It’s Monday and after a long day, I wanted something quick and easy to make for dinner. I’ve also been craving an Asian dish as well. So what better to make than salt and pepper shrimp using easy peel shrimp! I’m trying to get my 17 month old son used to a variety of cuisine as well. Large shrimp would be great finger food for him, and I could even chop it up and toss with some rice if he wanted to use a spoon. I love using the easy peel shrimp, since it’s already deveined and so easy to peel. Less prep time in the kitchen means more family time for me!
Serving Size: 4
Cook Time: 7-10 minutes
- 2lbs large shrimp, peeled and deveined, tails left one
- 2 tablespoons cornstarch
- 1 teaspoon cane sugar
- 1 teaspoon Chinese Five Spice Powder
- 1 teaspoon Kosher salt and freshly ground black pepper
- 5 cloves garlic, finely chopped
- 1 Thai chili pepper, thinly sliced
- 4 large scallions (green parts only), sliced 1/2 inch length
- 3 tablespoons canola oil
In a large bowl, mix together the cornstarch, sugar, Chinese Five Spice powder, salt and pepper. In a separate bowl, mix together the garlic, chili pepper and scallions.
Thoroughly pat the shrimp dry.
Place the shrimp in the cornstarch mix and toss to evenly coat.
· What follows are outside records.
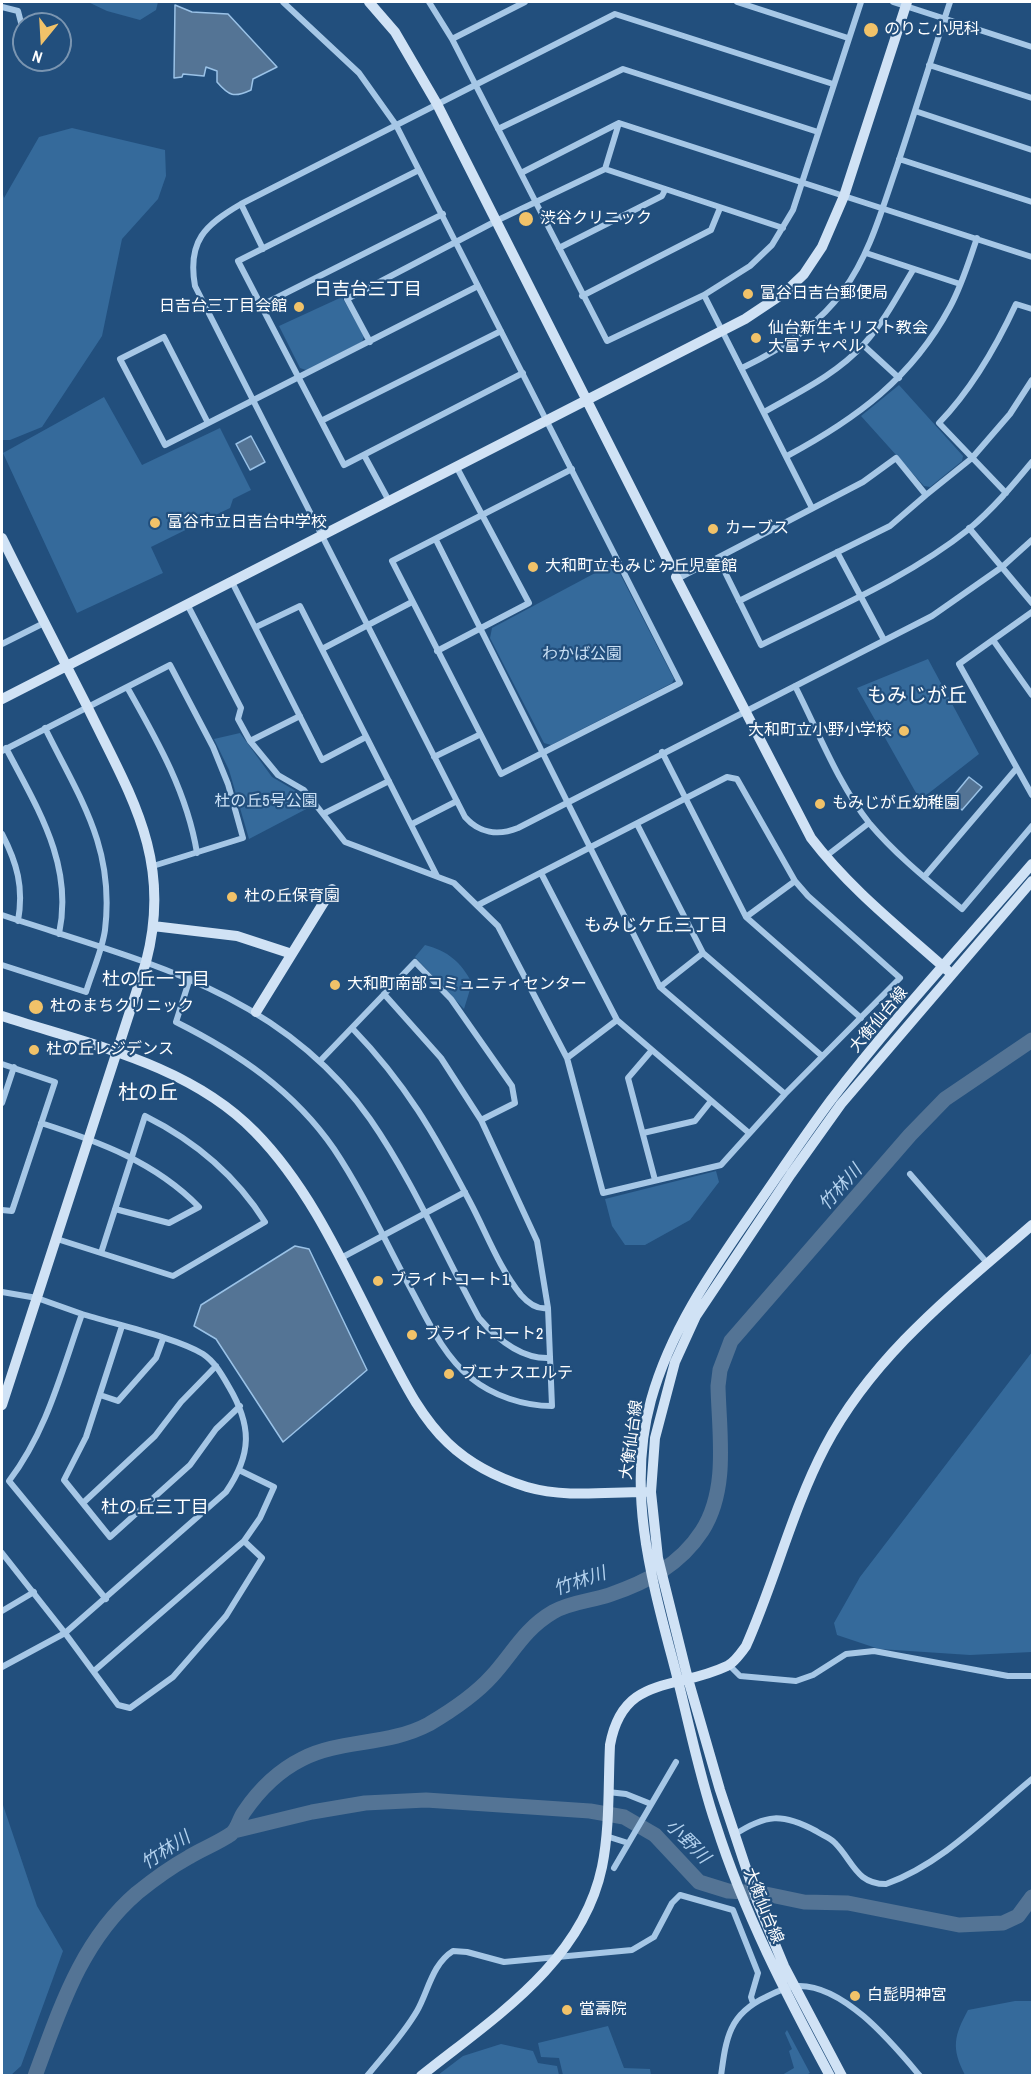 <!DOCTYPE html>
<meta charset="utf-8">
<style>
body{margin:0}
#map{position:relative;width:1034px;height:2077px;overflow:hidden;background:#224f7d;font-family:"Archivo Narrow",sans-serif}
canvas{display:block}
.frame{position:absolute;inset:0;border:3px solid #fff;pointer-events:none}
.north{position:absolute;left:12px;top:12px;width:60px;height:60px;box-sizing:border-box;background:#224f7d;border:2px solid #7a95b1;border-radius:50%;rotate:198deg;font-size:16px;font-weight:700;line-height:24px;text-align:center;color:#fff}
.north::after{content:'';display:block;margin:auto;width:21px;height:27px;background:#f1c269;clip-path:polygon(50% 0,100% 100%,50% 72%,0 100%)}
</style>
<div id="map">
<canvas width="1034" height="2077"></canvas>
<div class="frame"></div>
<div class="north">N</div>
</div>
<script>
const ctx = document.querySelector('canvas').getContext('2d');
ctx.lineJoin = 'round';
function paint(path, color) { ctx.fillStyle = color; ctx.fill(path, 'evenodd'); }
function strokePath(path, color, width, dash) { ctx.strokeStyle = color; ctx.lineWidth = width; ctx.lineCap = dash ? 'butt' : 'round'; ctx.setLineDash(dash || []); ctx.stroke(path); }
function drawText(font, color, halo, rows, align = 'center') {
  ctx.font = font + ' "Archivo Narrow","Noto Sans JP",sans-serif'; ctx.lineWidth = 4.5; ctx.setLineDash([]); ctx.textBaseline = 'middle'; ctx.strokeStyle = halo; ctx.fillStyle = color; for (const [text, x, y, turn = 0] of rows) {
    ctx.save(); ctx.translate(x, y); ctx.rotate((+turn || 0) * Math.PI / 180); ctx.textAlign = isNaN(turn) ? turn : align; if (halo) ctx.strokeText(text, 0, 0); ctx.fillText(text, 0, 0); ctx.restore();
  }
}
paint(new Path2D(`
 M88 2H158L156 10 140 20 107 11Z
 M72 128 165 150 166 176 158 199 122 239 102 336 42 427 10 440H2V191L4 198 39 137Z
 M342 297 364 336 362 342 306 370 300 368 279 326Z
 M899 385 963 456 962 461 930 487 924 486 861 416Z
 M104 397 142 465 220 428 251 490 233 499 230 508 151 547 163 573 77 613 3 453Z
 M612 564 616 566 674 679 672 683 551 745 544 743 490 638 492 628Z
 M928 659 979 754 920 800 857 688Z
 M240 733 272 777 301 794 312 806 249 839 229 770 214 739Z
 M425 945C448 951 461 962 472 983L464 1009 415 957Z
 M716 1171 719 1182 690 1220 645 1245H625L612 1226 605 1199Z
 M1032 1352V1652L970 1655 879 1649 837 1635 834 1623 860 1577Z
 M2 1802 37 1906 63 1951 21 2066 10 2076 2 2075Z
 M1015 2001H1032V2075H965C951 2048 954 2036 968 2010Z
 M608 2026 624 2068 650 2069 651 2075H563L559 2058 541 2057 538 2043Z
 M787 2030 810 2073 806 2075H782L794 2068 789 2051 792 2049 785 2033Z
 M501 2044 533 2051 538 2063 557 2066 559 2075H438L463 2056Z`), '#356a9b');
const water = new Path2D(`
 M175 5 192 12 228 14 277 67 253 79 251 90C234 98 229 96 217 82V71L206 67 204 76 183 74 182 77 174 78Z
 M251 436 265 462 250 470 236 444Z
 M969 777 982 787 962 810 950 800Z
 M295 1246 309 1249 367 1370 283 1442 216 1339 194 1326 201 1305Z`);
paint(water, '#547495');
strokePath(water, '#9ac2e7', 1.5);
strokePath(new Path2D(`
 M234 1831 312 1812 365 1803 426 1800 590 1811 624 1817 655 1835 699 1882 728 1891 761 1893 804 1902 848 1903 959 1925 1003 1923 1018 1916 1032 1897
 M35 2076C60 2009 81 1941 137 1893 153 1880 171 1867 189 1857 202 1849 218 1843 231 1834 238 1829 239 1819 244 1812 259 1790 278 1771 302 1759 340 1739 388 1746 429 1724 451 1711 475 1695 492 1676 513 1653 524 1629 553 1612 570 1602 591 1601 609 1595 647 1582 680 1565 702 1531 729 1489 719 1433 718 1386L720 1370 731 1341 910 1135 945 1099 1032 1040`), '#547495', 15);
strokePath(new Path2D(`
 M283 2 359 73 396 125 680 683 501 774 392 561 572 469
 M429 2 452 39 607 341 704 295 750 266 772 245 793 210 861 2
 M737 2 848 38
 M893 2 1032 47
 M2 7 18 11 24 34
 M452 39 525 2
 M929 65 1032 98
 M833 84 615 14 241 204C205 225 187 241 195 286L465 817C479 833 498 836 518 828L932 616 1002 567 1032 540
 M915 111 1032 150
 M498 129 623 69 818 132
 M899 159 1032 202
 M605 169 619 123
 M419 170 238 261 344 465 523 373
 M521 173 619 123 1032 257
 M241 204 263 249
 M559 248 662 196 665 190
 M866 253 960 284
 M704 295 812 508
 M582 296 711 230 720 208
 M262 305 443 214
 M370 342 347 299 496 221 605 169 783 228
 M863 345 899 378
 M742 368C780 350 818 326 843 291 870 254 882 209 897 166 915 112 932 56 950 2
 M764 412C799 392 837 374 864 344 884 322 898 295 913 270
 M321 421 501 331
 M208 423 164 337 120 359 165 445 478 286
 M364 455 389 501
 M787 456C856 419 912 378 950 307 962 285 969 261 977 238
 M1006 493 939 423C972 389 996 347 1016 304L1032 309
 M969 528 1032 603
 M436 540 660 987 785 1094
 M837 552 884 640
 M718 558 761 645C831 610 908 578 969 529 993 509 1013 485 1032 462
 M677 579 863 482 896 458 926 495 972 458 1010 414 1032 380
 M232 582 322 760 366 737
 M739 601 890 526 926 495
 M187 604 241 708 238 719 250 741 278 775 304 790 345 842 454 883 498 926 567 1058 603 1193 721 1165 785 1094 900 978 808 896 795 881 737 779 727 777 478 905
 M1032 612 959 664 1032 795
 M256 627 300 606 437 876
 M993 640 1032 695
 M2 644 44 623
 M322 649 412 602
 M437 651 529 603 456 466
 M795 686C818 731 838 784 870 824 897 856 930 882 962 909L1032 826
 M127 687C157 740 187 792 197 853
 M250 741 300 716
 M6 748C37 808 74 864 59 934
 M2 751 170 665 213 747 228 784 243 838 153 866
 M662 752 746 917 861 1018
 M434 757 479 735
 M325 813 389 781
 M412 824 457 801
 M637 824 703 953 822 1056
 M2 834C17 863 24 887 18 921
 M825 857 869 823
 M541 873 617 1020 749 1133
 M924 877 1016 769
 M2 915C141 961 280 991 370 1119 413 1181 443 1252 479 1318 497 1339 520 1359 549 1358
 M746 917 795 881
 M2 965 86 992C92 972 102 951 105 930 115 847 80 799 45 728
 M190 978 176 1022C238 1053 294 1091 334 1149 364 1194 387 1245 413 1293 429 1323 444 1356 471 1378 493 1396 524 1406 552 1406L548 1308 537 1241 481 1120 441 1058 384 994
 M660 987 703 953
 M352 1028C406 1084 434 1133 470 1202 486 1232 499 1268 521 1295 528 1303 537 1310 548 1308
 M652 1050 628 1078 655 1180
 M567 1058 617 1020
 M320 1061 415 962 451 999 512 1086 515 1103 481 1120
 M2 1064 55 1082 12 1211 2 1210
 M2 1103 14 1067
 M41 1123C100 1142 155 1162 199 1207L169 1223 115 1209
 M643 1133 695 1121 711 1101
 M910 1174 988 1264
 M57 1239 173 1276 265 1222C235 1174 195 1141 145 1116L101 1253
 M341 1258 465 1192
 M2 1292 37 1298 82 1314C61 1373 47 1431 9 1481L106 1599
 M122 1326 86 1437 64 1480 110 1537 190 1465 216 1429 240 1406
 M100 1395 118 1401 156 1358 163 1339
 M83 1503 155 1436 181 1402 216 1366
 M2 1553 65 1633 226 1492C252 1454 252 1426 229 1387 222 1375 215 1362 203 1354 177 1338 114 1324 82 1314
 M2 1611 34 1592
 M729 1665 740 1676 796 1681 813 1675 846 1654 874 1651 1008 1676H1032
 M2 1667 65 1633 118 1705 130 1708 173 1677 226 1616 262 1558 244 1541 260 1518 274 1487 241 1471
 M94 1671 244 1541
 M608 1792 626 1794 651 1804
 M734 1835C766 1814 782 1813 816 1831 822 1835 831 1838 835 1843 853 1861 856 1884 886 1884 942 1864 987 1816 1032 1779
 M606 1836 628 1843
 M614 1868 676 1762
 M367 2076C384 2055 403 2035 417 2011 428 1992 432 1964 453 1951L467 1952 504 1962 632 1950 654 1937 672 1903 680 1895 733 1910 758 1973 751 1997 753 2003
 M721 2076C726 2038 729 2014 766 1997 774 1993 788 1986 796 1986 843 1983 893 2044 920 2076`), '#a6c7e6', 6);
strokePath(new Path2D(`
 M369 2 395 32 437 104 670 565
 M2 538C30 595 59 651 88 708 131 796 173 860 146 962L2 1405
 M676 577 811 838C850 889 900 928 947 970
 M2 699 745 319 784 293 804 274 822 247 844 196 907 2
 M153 926 237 936 292 954
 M256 1012 332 889
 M2 1016C88 1044 189 1064 255 1132 313 1191 347 1272 384 1344 403 1380 419 1415 448 1443 470 1464 498 1478 527 1487 565 1498 606 1492 645 1492
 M421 2076C492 2019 582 1963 602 1867 610 1828 608 1785 610 1745 623 1674 675 1691 727 1666 734 1663 741 1653 746 1646 775 1581 792 1510 825 1447 874 1354 955 1292 1032 1225
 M830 2076C786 1994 744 1913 716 1825 698 1772 688 1718 674 1665 651 1578 626 1490 651 1400 671 1328 714 1268 756 1207 781 1171 805 1135 831 1100 894 1018 965 942 1032 864
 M842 2076 784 1966 757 1901 720 1790 688 1679 658 1558 651 1492 655 1438 675 1362 696 1316 791 1174 841 1104 1032 881`), '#d0e2f5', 10);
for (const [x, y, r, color] of [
 [871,30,8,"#f1c269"],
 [526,219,8,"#f1c269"],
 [748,294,6,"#f1c269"],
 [299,307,6,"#f1c269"],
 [756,338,6,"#f1c269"],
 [155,523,6,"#f1c269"],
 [713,529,6,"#f1c269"],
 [533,567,6,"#f1c269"],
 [904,731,6,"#f1c269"],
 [820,804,6,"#f1c269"],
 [232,897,6,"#f1c269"],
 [335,985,6,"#f1c269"],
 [36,1007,8,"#f1c269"],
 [34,1050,6,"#f1c269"],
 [378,1281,6,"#f1c269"],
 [412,1335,6,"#f1c269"],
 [449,1374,6,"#f1c269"],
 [855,1996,6,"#f1c269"],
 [567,2010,6,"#f1c269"]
]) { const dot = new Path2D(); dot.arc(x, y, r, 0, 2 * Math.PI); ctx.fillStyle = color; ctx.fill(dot); strokePath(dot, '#224f7d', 2); }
drawText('16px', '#fff', '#224f7d', [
 ["のりこ小児科",884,30],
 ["渋谷クリニック",540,219],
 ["富谷日吉台郵便局",760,294],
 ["日吉台三丁目会館",287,307,"right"],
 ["仙台新生キリスト教会",768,329],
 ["大富チャペル",768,347],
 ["富谷市立日吉台中学校",167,523],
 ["カーブス",725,529],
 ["大和町立もみじヶ丘児童館",545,567],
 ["大和町立小野小学校",892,731,"right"],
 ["もみじが丘幼稚園",832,804],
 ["杜の丘保育園",244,897],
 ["大和町南部コミュニティセンター",347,985],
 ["杜のまちクリニック",50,1007],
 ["杜の丘レジデンス",46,1050],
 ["ブライトコート1",390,1281],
 ["ブライトコート2",424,1335],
 ["ブエナスエルテ",461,1374],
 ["白髭明神宮",867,1996],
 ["當壽院",579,2010]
], 'left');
drawText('16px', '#cae0f5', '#224f7d', [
 ["わかば公園",582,655],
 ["杜の丘5号公園",266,802]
]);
drawText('16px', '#fff', '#224f7d', [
 ["大衡仙台線",879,1020,-50],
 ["大衡仙台線",632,1440,-82],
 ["大衡仙台線",763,1906,68]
]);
drawText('18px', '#fff', '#224f7d', [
 ["日吉台三丁目",368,290],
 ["もみじケ丘三丁目",656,926],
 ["杜の丘一丁目",156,980],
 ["杜の丘三丁目",155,1508]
]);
drawText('italic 18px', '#b2d1ee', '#224f7d', [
 ["竹林川",841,1188,-48],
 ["竹林川",580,1582,-19],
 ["小野川",687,1842,45],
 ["竹林川",166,1851,-33]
]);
drawText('20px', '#fff', '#224f7d', [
 ["もみじが丘",917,697],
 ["杜の丘",148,1094]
]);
</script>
In a large heavy bottomed pot (I used my Dutch oven), heat up 1 ½ tablespoon canola oil until hot. Add the shrimp in a single layer and allow to cook for 2 minutes. Flip and cook for an additional 10 minutes.
Remove the shrimp and allow to drain on a plate with paper towels. I had to cook the shrimp in batches, so repeat this process until all the shrimp are done.
Reduce the heat to low and add the remaining 1 ½ teaspoon of oil. Add the garlic mixture to the pot and stir constantly until the garlic is golden brown and scallions are soft. Return the shrimp to the pot and stir well to combine.
Allow to cook for about 2 minutes and remove from heat. Serve immediately.
I served my shrimp with a side of sauteed baby bok choy.